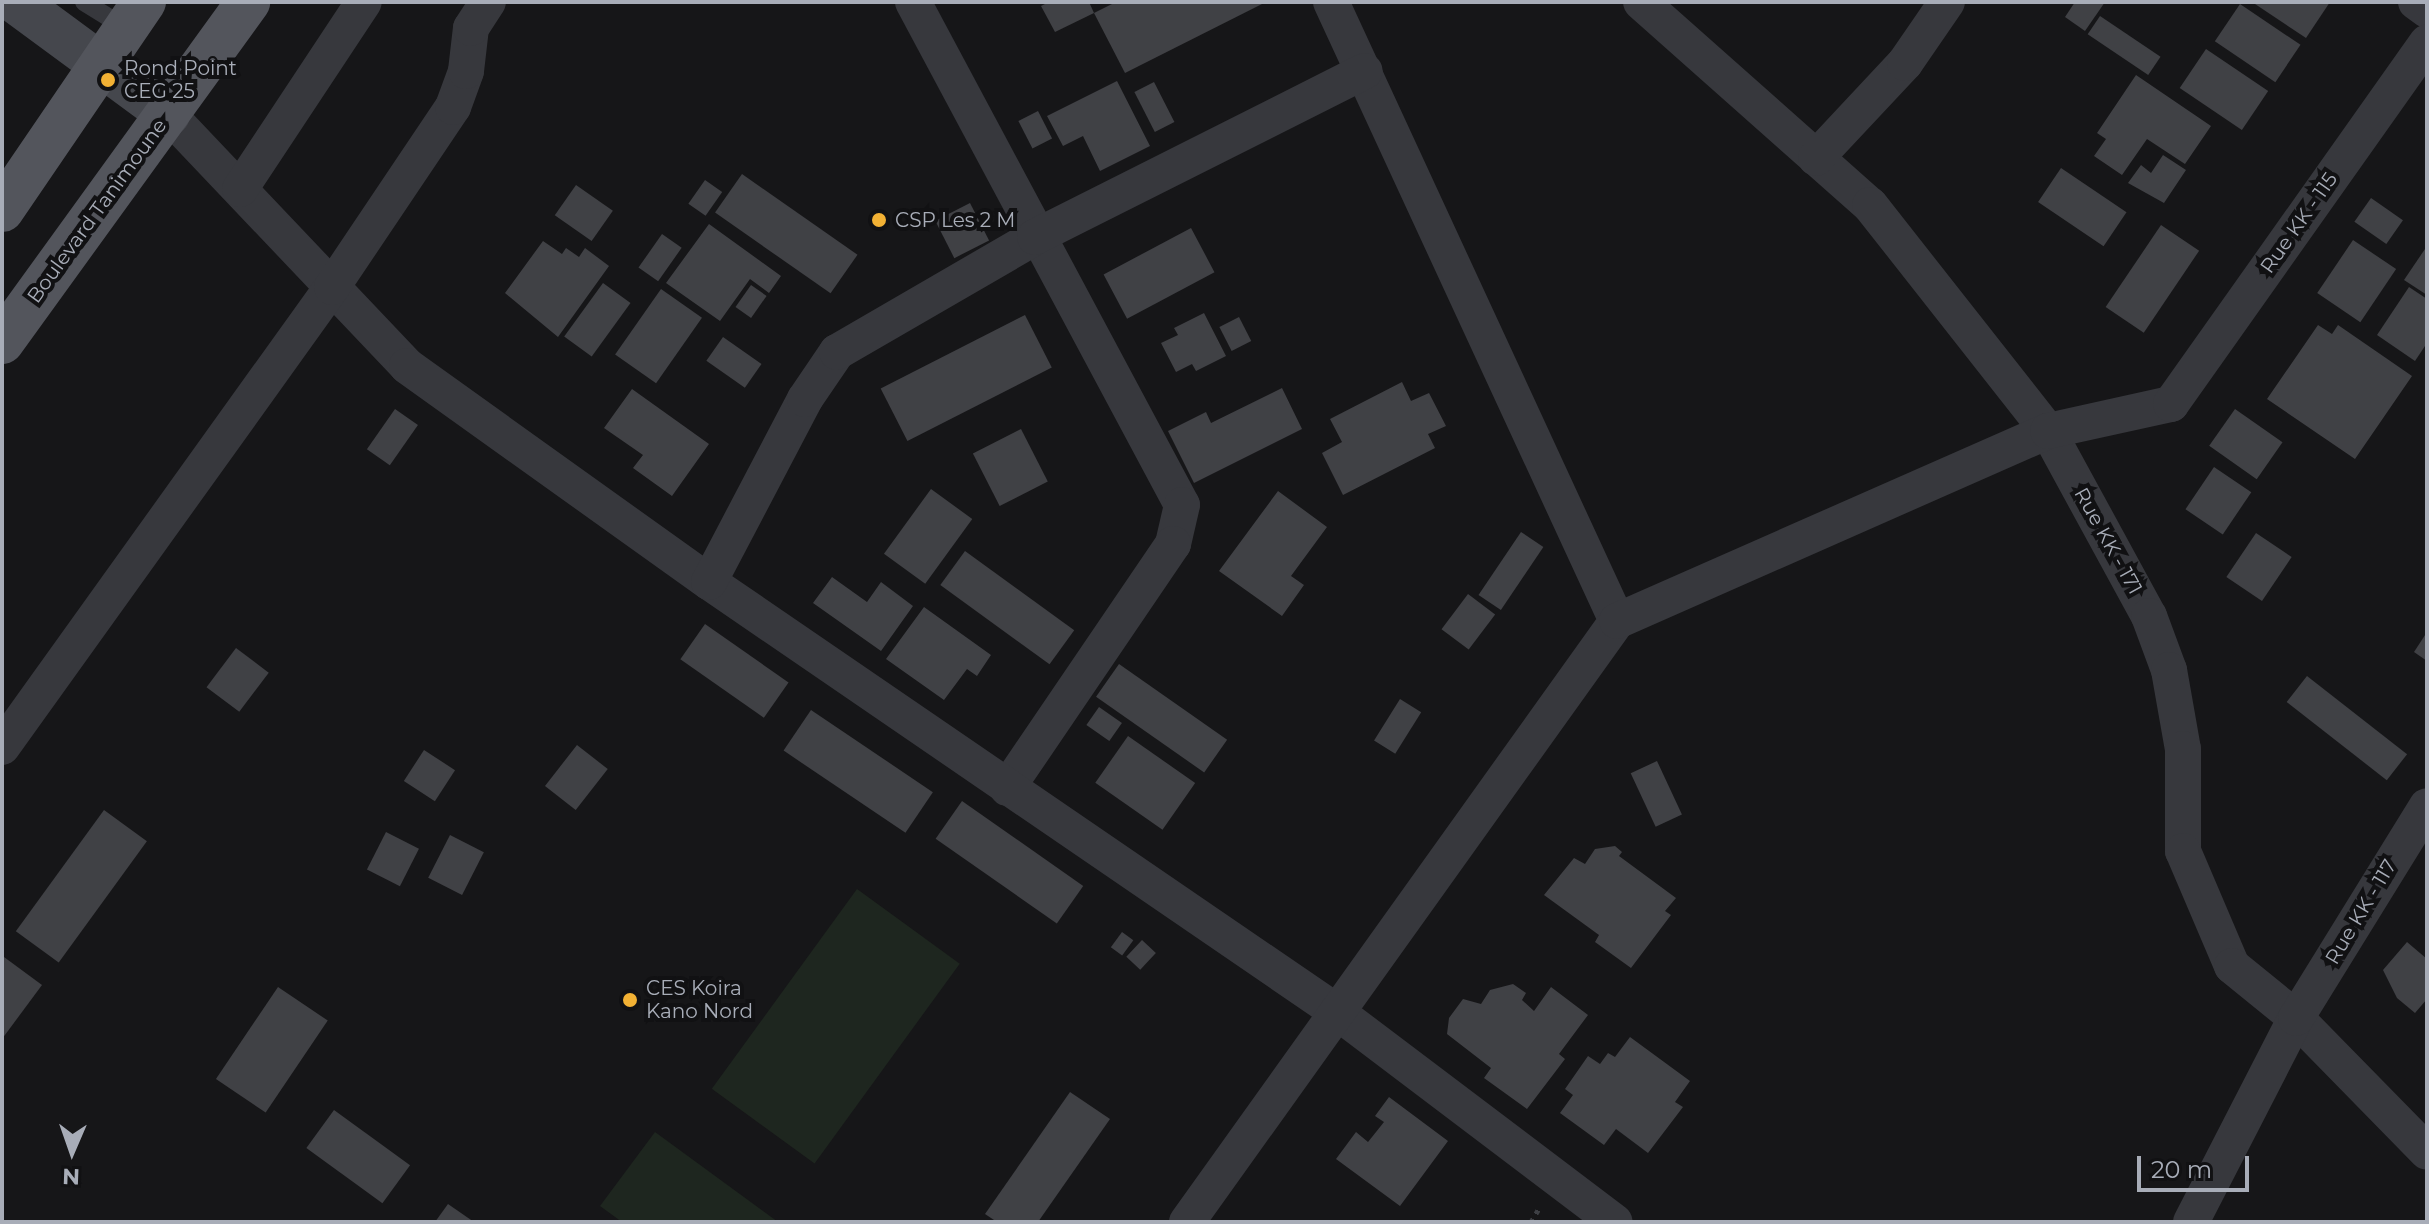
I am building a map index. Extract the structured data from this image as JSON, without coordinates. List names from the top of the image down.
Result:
{
  "streets": {
    "main road": ["Boulevard Tanimoune"],
    "street": ["Rue KK - 115", "Rue KK - 171", "Rue KK - 117"]
  },
  "crossings": [
    ["Rue KK - 115", "Rue KK - 171"],
    ["Rue KK - 171", "Rue KK - 117"]
  ],
  "places": ["Rond Point CEG 25", "CSP Les 2 M", "CES Koira Kano Nord"],
  "scale_bar": "20 m",
  "north": "bottom"
}
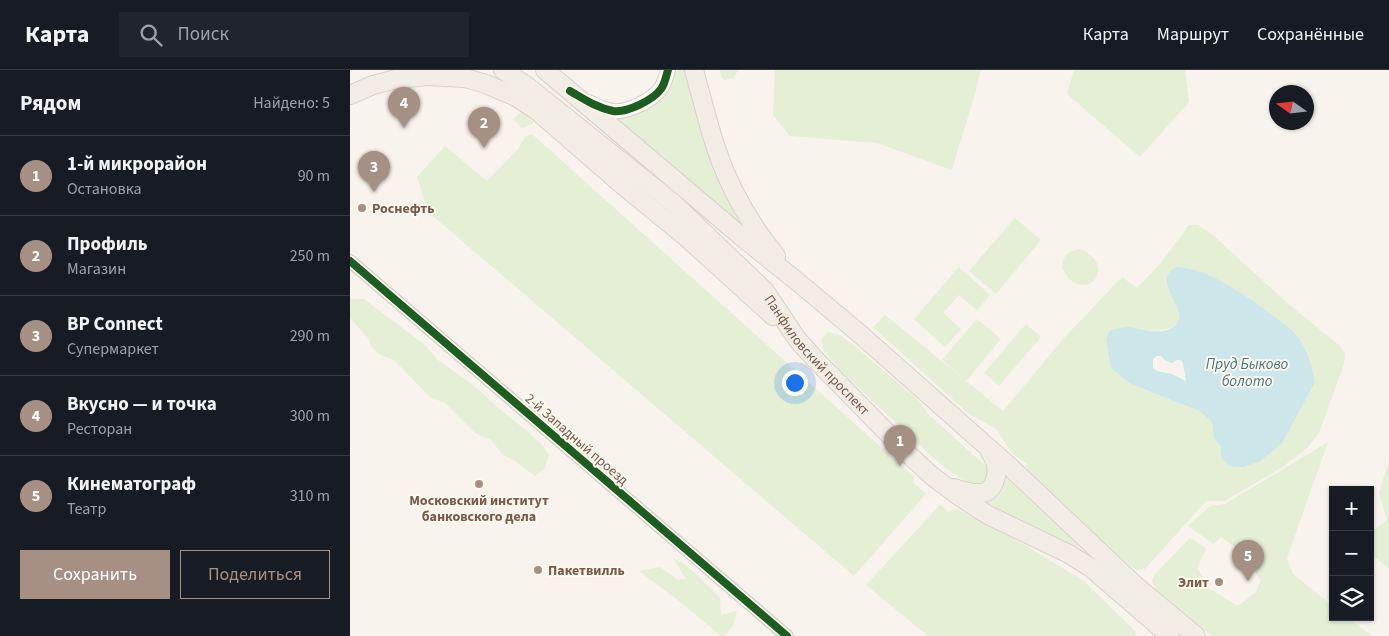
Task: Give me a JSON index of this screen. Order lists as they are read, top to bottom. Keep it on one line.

==================================================

Assignment. Repeat the material above precisely as it appears, omitting the images it contains.

Task solution.
I am building a map index. Extract the structured data from this image as JSON, without coordinates. List names from the top of the image down.
Result:
{
  "streets": {
    "main road": ["Boulevard Tanimoune"],
    "street": ["Rue KK - 115", "Rue KK - 171", "Rue KK - 117"]
  },
  "crossings": [
    ["Rue KK - 115", "Rue KK - 171"],
    ["Rue KK - 171", "Rue KK - 117"]
  ],
  "places": ["Rond Point CEG 25", "CSP Les 2 M", "CES Koira Kano Nord"],
  "scale_bar": "20 m",
  "north": "bottom"
}
Task: Give me a JSON index of this screen. Order lists as they are read, top to bottom. Keep it on one line.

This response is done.